Who would we blame for this behavior? Ourselves? Or will we want to look elsewhere for the problem?


ellroon said...

Even though I have vowed to never buy another Time magazine, I take comfort in the Person of the Year rules. Bush truly has made all the world aware of his impotent costumed strutting and incoherent illogical tangles.

9:22 PM  
spocko said...

Hi Ellroon! Just another reason I'm glad you are one of my regular readers! Good taste in reading materials!What were some of your specific problems with Time?

I read a Time at a doctors office a while ago and I was kind of stunned how they went over board to appear like the "un-liberal" media. Of course I notice more stuff than the average bear, but when compared to Newsweek, Time seemed more right wing than middle of the road. Time has also made it a point to give space to some really right wing columnists.

10:11 PM  
ellroon said...

When Dubya's loony face was painted to look heroic or intelligent or manly or something other than the squinting, sentence-mangling, hunched, defensive, cowardly bully that he is is the time that I vow never to buy another copy of the magazine.

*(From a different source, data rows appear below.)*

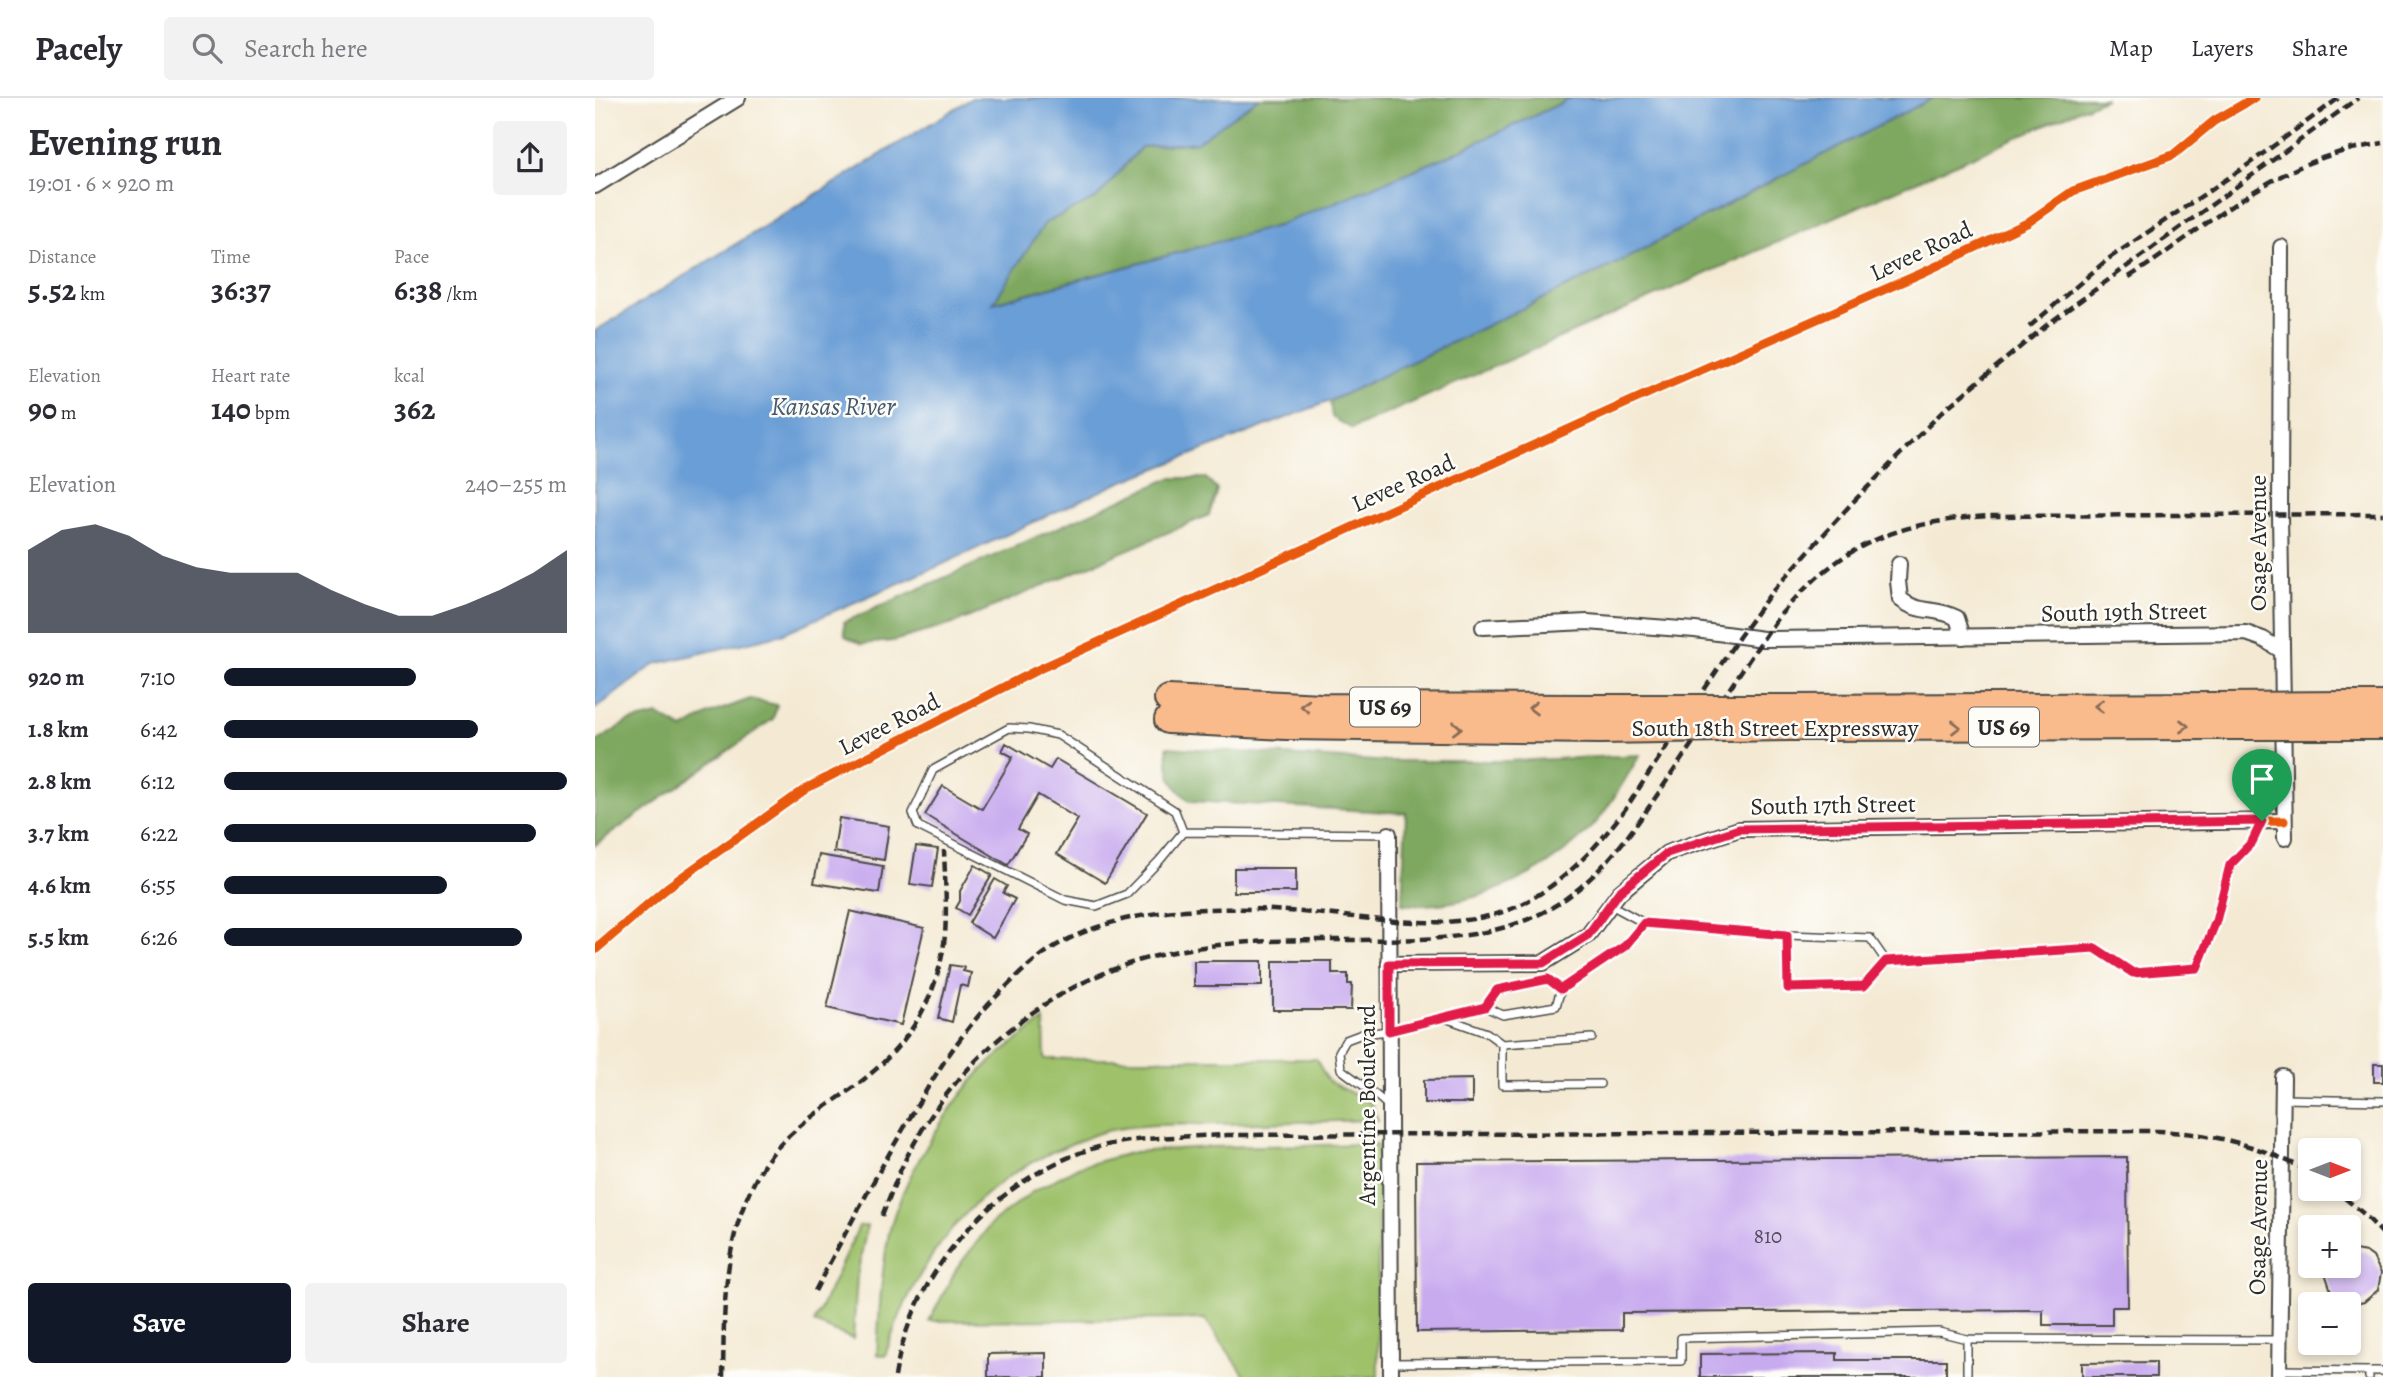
<!DOCTYPE html>
<html lang="en">
<head>
<meta charset="utf-8">
<style>
	body { margin:0; font-family:Alegreya,serif; background:#f2f2f3; color:#2b2b33; height:100vh; display:flex; flex-direction:column; font-size:26px; white-space:nowrap }
	* { box-sizing:border-box; margin:0 }
	p { font-size:23px; color:#7c7c81 }
	.icon { flex:none; width:38px; height:38px; fill:none; stroke:currentColor; stroke-width:2; stroke-linecap:round; stroke-linejoin:round }
	.map { position:relative; flex:1; overflow:hidden }
	.side { display:flex; flex-direction:column; background:#fff; width:595px }
	.side>* { flex:none }
	.needle { width:46px; rotate:90deg }
	.fabs { position:absolute; left:1703px; top:1040px; display:grid; gap:14px }
	.fabs a { display:grid; place-items:center; width:63px; height:63px; border-radius:7px; background:#fff; box-shadow:0 4px 10px #0003; font-size:35px }
	.pin { position:absolute; display:grid; place-items:center; width:60px; height:60px; color:#fff; margin:-72px -30px; border-radius:50% 50% 50% 0; rotate:-45deg; box-shadow:0 0 7px #0007 }
	.pin .icon { rotate:45deg }
	.round { display:grid; place-items:center; flex:none; width:74px; height:74px; border-radius:7px; background:#f2f2f3 }
	.head { display:flex; align-items:center; justify-content:space-between; height:119px; padding:0 28px }
	h1 { font-size:38px; font-weight:700; line-height:52px }
	.stats { display:grid; grid-template-columns:repeat(3,1fr); gap:10px; height:119px; padding:7px 28px }
	.stats div { display:grid; align-content:center }
	.stats b { font-size:30px; font-weight:700 }
	.stats small { font-size:19px; font-weight:400 }
	.stats p { font-size:19px }
	.chart { height:196px; padding:14px 28px }
	.chart p { display:flex; justify-content:space-between }
	.chart svg { width:100%; height:126px; margin-top:7px; fill:#111827; opacity:.7 }
	.primary-button { display:flex; gap:14px; margin-top:auto; padding:14px 28px }
	.primary-button a { flex:1; height:80px; border-radius:7px; background:#111827; color:#fff; font-size:28px; font-weight:700; line-height:80px; text-align:center }
	.primary-button a+a { background:#f2f2f3; color:#2b2b33 }
	ul { padding:0 28px; list-style:none; font-size:23px }
	li { display:grid; grid-template-columns:112px 84px 1fr; align-items:center; height:52px }
	li i { height:18px; border-radius:9px; background:#111827 }
	header { display:flex; align-items:center; gap:42px; box-sizing:border-box; height:98px; padding:0 35px; background:#fff; border-bottom:2px solid #e1e1e2 }
	header strong { font-size:33px }
	nav { display:flex; gap:38px; margin-inline-start:auto; font-size:24px }
	.search { width:490px; height:63px; background:#f2f2f3; display:flex; align-items:center; gap:18px; box-sizing:border-box; padding:0 24px; border-radius:7px; color:#7c7c81; font-size:26px }
	main { display:flex; flex:1; min-height:0 }
	.map>svg:first-child { display:block }
	.green { fill:#9ec16b; stroke:#64764b; stroke-width:2 }
	.forest { fill:#7ea75f; stroke:#546945; stroke-width:2 }
	.water { fill:#6a9ed6; stroke:#4a6480; stroke-width:2 }
	.building { fill:#c8aaef }
	.lines { fill:none; stroke-linecap:round; stroke-linejoin:round }
	.lane-casing { stroke:#494844; stroke-width:10 }
	.street-casing { stroke:#494844; stroke-width:18 }
	.highway-casing { stroke:#494844; stroke-width:30 }
	.lane { stroke:#fff; stroke-width:7 }
	.street { stroke:#fff; stroke-width:14 }
	.highway { stroke:#fabb8c; stroke-width:26 }
	.rail { stroke:#2b2b2b; stroke-width:4.5; stroke-dasharray:10 5; stroke-linecap:butt }
	.highway-bridge-casing { stroke:#494844; stroke-width:30; stroke-linecap:butt }
	.highway-bridge { stroke:#fabb8c; stroke-width:26 }
	.cycleway-casing { stroke:#fdfcf7; stroke-width:13 }
	.cycleway { stroke:#e8590c; stroke-width:9 }
	.oneway { stroke:#886c57 }
	.route-casing { stroke:#fff; stroke-width:14 }
	.route { stroke:#e11d48; stroke-width:9 }
	.labels { text-anchor:middle; stroke-width:5; stroke-linejoin:round; paint-order:stroke }
	.number-label { font-size:21px; fill:#524b5c }
	.shield { fill:#fdfcf7; stroke:#6a6a68; stroke-width:2 }
	.shield-label { font-size:23px; font-weight:bold; fill:#2b2b2b }
	.street-label { font-size:24px; fill:#2b2b2b; stroke:#fdfcf7 }
	.water-label { font-size:26px; font-style:italic; fill:#44596f; stroke:#fdfcf7 }
</style>
</head>
<body>
<header>
<strong>Pacely</strong>
<div class="search"><svg class="icon" aria-label="search" viewBox="0 0 24 24"><circle cx="10" cy="10" r="6"/><path d="M15 15l6 6"/></svg>Search here</div>
<nav><a>Map</a><a>Layers</a><a>Share</a></nav>
</header>
<main>
<section class="side">
<div class="head"><div><h1>Evening run</h1><p>19:01 · 6 × 920 m</p></div><a class="round"><svg class="icon" aria-label="share" viewBox="0 0 24 24"><path d="M12 15V3M7 8l5-5 5 5M5 13v7h14v-7"/></svg></a></div>
<div class="stats">
<div><p>Distance</p><b>5.52<small> km</small></b></div>
<div><p>Time</p><b>36:37</b></div>
<div><p>Pace</p><b>6:38<small> /km</small></b></div>
</div>
<div class="stats">
<div><p>Elevation</p><b>90<small> m</small></b></div>
<div><p>Heart rate</p><b>140<small> bpm</small></b></div>
<div><p>kcal</p><b>362</b></div>
</div>
<div class="chart"><p><span>Elevation</span>240–255 m</p>
<svg viewBox="0 0 160 44" preserveAspectRatio="none"><path d="M0 44V15L10 8L20 6L30 10L40 17L50 21L60 23L70 23L80 23L90 29L100 34L110 38L120 38L130 34L140 29L150 23L160 15V44z"/></svg>
</div>
<ul>
<li><b>920 m</b>7:10<i style="width:56%"></i></li>
<li><b>1.8 km</b>6:42<i style="width:74%"></i></li>
<li><b>2.8 km</b>6:12<i style="width:100%"></i></li>
<li><b>3.7 km</b>6:22<i style="width:91%"></i></li>
<li><b>4.6 km</b>6:55<i style="width:65%"></i></li>
<li><b>5.5 km</b>6:26<i style="width:87%"></i></li>
</ul>
<div class="primary-button"><a>Save</a><a>Share</a></div>
</section>
<div class="map">
<svg width="1788" height="1279" viewBox="0 0 1788 1279">
	<rect width="100%" height="100%" fill="#fdfcf7"/>
	<filter id="ink" filterUnits="userSpaceOnUse"><feTurbulence type="fractalNoise" baseFrequency=".0143" numOctaves="2"/><feDisplacementMap in="SourceGraphic" scale="14" xChannelSelector="R" yChannelSelector="G"/><feConvolveMatrix kernelMatrix="1 2 1 2 8 2 1 2 1" color-interpolation-filters="sRGB"/></filter>
	<filter id="wash" filterUnits="userSpaceOnUse"><feTurbulence type="fractalNoise" baseFrequency=".00686" numOctaves="4" result="noise"/><feDisplacementMap in="SourceGraphic" scale="28" xChannelSelector="R" yChannelSelector="G"/><feGaussianBlur stdDeviation="1.57" result="paint"/><feColorMatrix in="noise" values="0 0 0 0 0 0 0 0 0 0 0 0 0 0 0 0 0 1.4 0 .05"/><feComposite in="paint" operator="in"/></filter>
	<g filter="url(#wash)">
		<rect width="100%" height="100%" fill="#f4ead4"/>
		<g class="green">
			<path d="M449 922 450 961H721L733 983 776 1005 783 1022C729 1023 676 1025 622 1026 586 1027 547 1025 511 1033 499 1036 487 1042 476 1046 379 1083 320 1162 290 1258L282 1257C284 1216 286 1176 294 1135 306 1083 353 1007 390 969 408 952 429 937 449 922Z"/>
			<polygon points="783,1046 783,1279 651,1279 610,1221 334,1223 362,1170 396,1126 437,1094 483,1069 539,1054 612,1049"/>
			<polygon points="264,1128 272,1128 262,1178 258,1241 219,1225"/>
		</g>
		<g class="forest">
			<polygon points="664,0 977,0 853,58 682,128 397,205 450,124 502,100 546,49 602,44"/>
			<polygon points="1338,0 1511,0 757,331 737,319 735,303 1024,164 1148,98"/>
			<polygon points="575,380 611,380 622,392 614,417 358,526 298,543 267,546 250,538 249,524"/>
			<polygon points="155,601 182,607 178,621 0,747 0,645 32,624 63,617 88,631 114,616"/>
			<path d="M572 649 780 663H914L1045 657C1032 677 1013 713 997 729 950 777 876 813 807 806L811 715 595 703C574 686 573 676 572 649Z"/>
		</g>
		<polygon class="water" points="377,0 664,0 602,44 546,49 502,100 450,125 398,205 682,128 853,58 977,0 1338,0 1148,98 1024,164 735,303 521,386 346,467 184,537 60,566 0,611 0,233"/>
		<g id="blocks">
			<g class="building">
				<polygon points="411,645 455,671 461,661 552,715 510,785 462,756 483,721 443,697 423,731 432,736 413,767 330,717 348,688 387,711 418,659 407,653"/>
				<polygon points="244,720 294,728 289,762 239,754"/>
				<polygon points="321,748 343,751 337,789 315,786"/>
				<polygon points="224,757 288,768 284,795 219,785"/>
				<polygon points="380,767 397,777 373,817 361,810 365,803 365,793"/>
				<rect x="639" y="770" width="62" height="24"/>
				<polygon points="400,781 412,788 408,795 420,801 398,840 374,825"/>
				<polygon points="255,813 329,830 306,927 232,910"/>
				<rect x="599" y="863" width="68" height="25"/>
				<polygon points="678,863 737,863 737,876 753,876 753,886 757,886 756,912 678,912"/>
				<polygon points="355,867 369,869 368,873 376,875 373,889 365,887 357,924 343,920"/>
				<rect x="1779" y="966" width="9" height="18"/>
				<polygon points="877,981 877,1005 829,1005 829,982"/>
				<polygon points="1532,1059 1533,1209 1517,1209 1517,1227 1448,1227 1448,1212 1027,1215 1027,1232 822,1234 821,1064"/>
				<polygon points="1754,1151 1771,1154 1778,1159 1786,1175 1783,1192 1769,1204 1761,1206 1744,1202 1737,1196 1731,1178 1733,1167 1754,1167"/>
				<polygon points="451,1255 451,1279 393,1279 393,1256"/>
				<polygon points="1242,1255 1242,1262 1351,1262 1351,1279 1105,1279 1105,1256"/>
				<polygon points="1561,1264 1561,1279 1487,1279 1487,1265"/>
			</g>
		</g>
	</g>
	<g filter="url(#ink)">
		<use href="#blocks" fill-opacity="0" stroke="#494844" stroke-width="2"/>
		<g class="lines">
			<g class="lane-casing">
				<g id="lane">
					<polyline points="588,734 580,713 463,637 434,631 414,630 338,672 318,715 323,728 470,802 501,808 532,796 565,762 588,734 794,736"/>
					<polyline points="1016,807 1049,825"/>
					<polyline points="1192,837 1193,890 1269,888 1291,863"/>
					<polyline points="890,909 902,893 953,881 966,891"/>
					<polyline points="850,920 892,935 907,946 997,940"/>
					<polyline points="907,946 907,987 1005,986"/>
					<polyline points="1688,1001 1788,1003"/>
					<path d="M794 1009C780 994 762 984 746 971L744 954 751 942 767 936 794 933 890 909 908 917 961 908 966 891 1030 848 1049 825 1192 837 1275 840 1291 863 1500 850 1538 875 1602 870 1621 823 1635 767 1657 744 1667 723"/>
					<polyline points="796,1265 1086,1263 1086,1240 1344,1234 1372,1241 1684,1242"/>
					<polyline points="1684,1272 1774,1273 1774,1279"/>
					<polyline points="1774,1273 1788,1273"/>
					<polyline points="1372,1279 1372,1241"/>
				</g>
			</g>
			<g class="street-casing">
				<g id="street">
					<polyline points="0,88 143,0"/>
					<polyline points="1686,149 1685,416 1690,740"/>
					<path d="M1304 466 1303 483 1305 501C1325 517 1340 508 1362 520L1368 539"/>
					<polyline points="888,529 992,524 1100,532 1168,541 1651,535 1668,541 1687,553"/>
					<polyline points="794,736 796,1279"/>
					<polyline points="794,866 948,865 993,837 1024,795 1072,755 1144,731 1689,723"/>
					<polyline points="1684,1279 1688,979"/>
				</g>
			</g>
			<g class="highway-casing">
				<g id="highway">
					<polyline points="573,601 726,609 1006,610"/>
					<polyline points="1753,607 1788,607"/>
					<polyline points="1195,610 1621,608"/>
					<polyline points="573,622 691,628 1005,632"/>
					<polyline points="1755,628 1788,628"/>
					<polyline points="1195,629 1624,628"/>
				</g>
			</g>
			<use href="#lane" class="lane"/>
			<use href="#street" class="street"/>
			<use href="#highway" class="highway"/>
			<g class="rail">
				<path d="M1534 179C1603 136 1665 76 1746 54 1759 50 1774 48 1788 45"/>
				<polyline points="1434,229 1513,161 1651,68 1744,0"/>
				<polyline points="1738,1090 1770,1117 1788,1136"/>
				<path d="M287 1118C297 1093 306 1067 320 1044 369 956 456 886 553 860 619 842 688 842 756 842 825 841 900 845 961 807 1015 773 1050 714 1086 662 1118 615 1149 569 1181 522 1244 447 1298 424 1395 418L1788 416"/>
				<path d="M220 1193C248 1139 276 1087 306 1035 340 977 365 932 414 886 429 871 446 856 464 846 544 802 650 808 739 817 799 823 870 834 927 806 970 784 1003 748 1031 710L1144 539 1176 495 1256 406 1349 312 1453 226 1763 0"/>
				<path d="M128 1279C129 1209 128 1140 163 1077 182 1041 220 1016 252 994 308 955 343 906 350 837 352 809 350 780 349 752"/>
				<path d="M300 1279C316 1177 393 1087 490 1053 535 1038 587 1039 633 1037L1563 1033C1622 1036 1663 1047 1715 1074"/>
			</g>
			<g class="highway-bridge-casing">
				<g id="highway-bridge">
					<polyline points="1621,608 1753,607"/>
					<polyline points="1006,610 1195,610"/>
					<polyline points="1624,628 1755,628"/>
					<polyline points="1005,632 1195,629"/>
				</g>
			</g>
			<use href="#highway-bridge" class="highway-bridge"/>
			<g class="cycleway-casing">
				<g id="cycleway">
					<polyline points="0,852 73,789 212,690 442,572 1065,290 1327,175 1432,125 1478,93 1578,57 1619,23 1659,0"/>
					<polyline points="794,866 948,865 993,837 1024,795 1072,755 1144,731 1689,723"/>
				</g>
			</g>
			<use href="#cycleway" class="cycleway"/>
		</g>
		<defs><path id="oneway-chevron" d="M-2-3.5L2.5 0L-2 3.5" fill="none" stroke-width="1.6" stroke-linecap="round" stroke-linejoin="round" transform="scale(1.75)"/></defs>
		<g class="oneway">
			<use href="#oneway-chevron" transform="translate(710 608) rotate(-177)"/>
			<use href="#oneway-chevron" transform="translate(1504 608) rotate(180)"/>
			<use href="#oneway-chevron" transform="translate(938 610) rotate(-180)"/>
			<use href="#oneway-chevron" transform="translate(1589 628)"/>
			<use href="#oneway-chevron" transform="translate(1361 629)"/>
			<use href="#oneway-chevron" transform="translate(862 630) rotate(1)"/>
		</g>
	</g>
	<g class="lines" filter="url(#ink)">
		<g class="route-casing">
			<polygon id="route" points="1667,723 1657,744 1635,767 1621,823 1602,870 1538,875 1500,850 1291,863 1269,888 1193,890 1192,837 1049,825 1030,848 966,891 953,881 902,892 890,909 794,933 794,866 948,865 993,837 1024,794 1072,755 1144,731"/>
		</g>
		<use href="#route" class="route"/>
	</g>
	<g class="labels">
		<g class="number-label">
			<text x="1173" y="1145">810</text>
		</g>
		<g class="shield">
			<rect x="755" y="589.5" width="70" height="39" rx="5"/>
			<rect x="1374" y="609.5" width="70" height="39" rx="5"/>
		</g>
		<g class="shield-label">
			<text x="790" y="617">US 69</text>
			<text x="1409" y="637">US 69</text>
		</g>
		<g class="street-label">
			<text transform="translate(1326 153) rotate(-25)" y="8">Levee Road</text>
			<text transform="translate(808 385) rotate(-24)" y="8">Levee Road</text>
			<text transform="translate(1663 445) rotate(-90)" y="8">Osage Avenue</text>
			<text transform="translate(1529 514) rotate(-1)" y="8">South 19th Street</text>
			<text transform="translate(294 626) rotate(-27)" y="8">Levee Road</text>
			<text x="1180" y="638">South 18th Street Expressway</text>
			<text transform="translate(1238 707) rotate(-1)" y="8">South 17th Street</text>
			<text transform="translate(772 1007) rotate(-90)" y="8">Argentine Boulevard</text>
			<text transform="translate(1663 1129) rotate(-89)" y="8">Osage Avenue</text>
		</g>
		<g class="water-label">
			<text x="238" y="317">Kansas River</text>
		</g>
	</g>
</svg>
<div class="fabs">
<a><svg class="needle" viewBox="-14 -14 28 28"><path d="M0-13l5 13h-10z" fill="#e53935"/><path d="M0 13l5-13h-10z" fill="#7c7c81"/></svg></a>
<a>+</a>
<a>−</a>
</div>
<div class="pin" style="left:1667px;top:723px;background:#1e9e55"><svg class="icon" aria-label="arrive" viewBox="0 0 24 24"><path d="M6 21V4h12l-3 4 3 4H6"/></svg></div>
</div>
</main>
</body>
</html>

I am in despair over this submission of the media, collapsing into the arms of the religious fanatics and neocons like a fat lady in hysterics. Where are our courageous journalists? Where are the truth-seekers and the indignant writers? We have only a few we can rely on in the mainstream media which is why I now get most of my news on the net and in the blogs. I read newspapers to verify news that I have already read and researched.

So I will not buy any newspaper nor magazine that I see spewing the right-wing party line without giving voice or balance to the left. Why should I give them my money?

11:22 PM  
Sarah Grimke said...

Sound familiar?
The Sensational Beginnings of Yellow Journalism

In 1898, newspapers provided the major source of news in America. At this time, it was common practice for newspaper to report the editor's interpretation of the news rather than objective journalism.

If the information reported was inaccurate or biased, the American public had little means for verification. With this sort of influence, the newspapers wielded much political power.

In order to increase circulation, the publishers of these papers often exploited their position by sponsoring a flamboyant and irresponsible approach to news reporting that became known as "yellow journalism."

Though the term was originally coined to describe the journalistic practices of Joseph Pulitzer, William Randolph Hearst proved himself worthy of the title. Today, it is his name that is synonymous with "yellow journalism."

Sadly, I believe it is what we have today as well. When will the majority of mainstream newspapers be held to a higher standard? When the public gets tired of trying to believe the lies, and realizes that the truth, no matter how unpleasant, is a necessity of life. Until then we continue to sound like Chicken Little to our co-workers and friends. Considering what we will be saying "I told you so" about, I'd rather pass, thanks.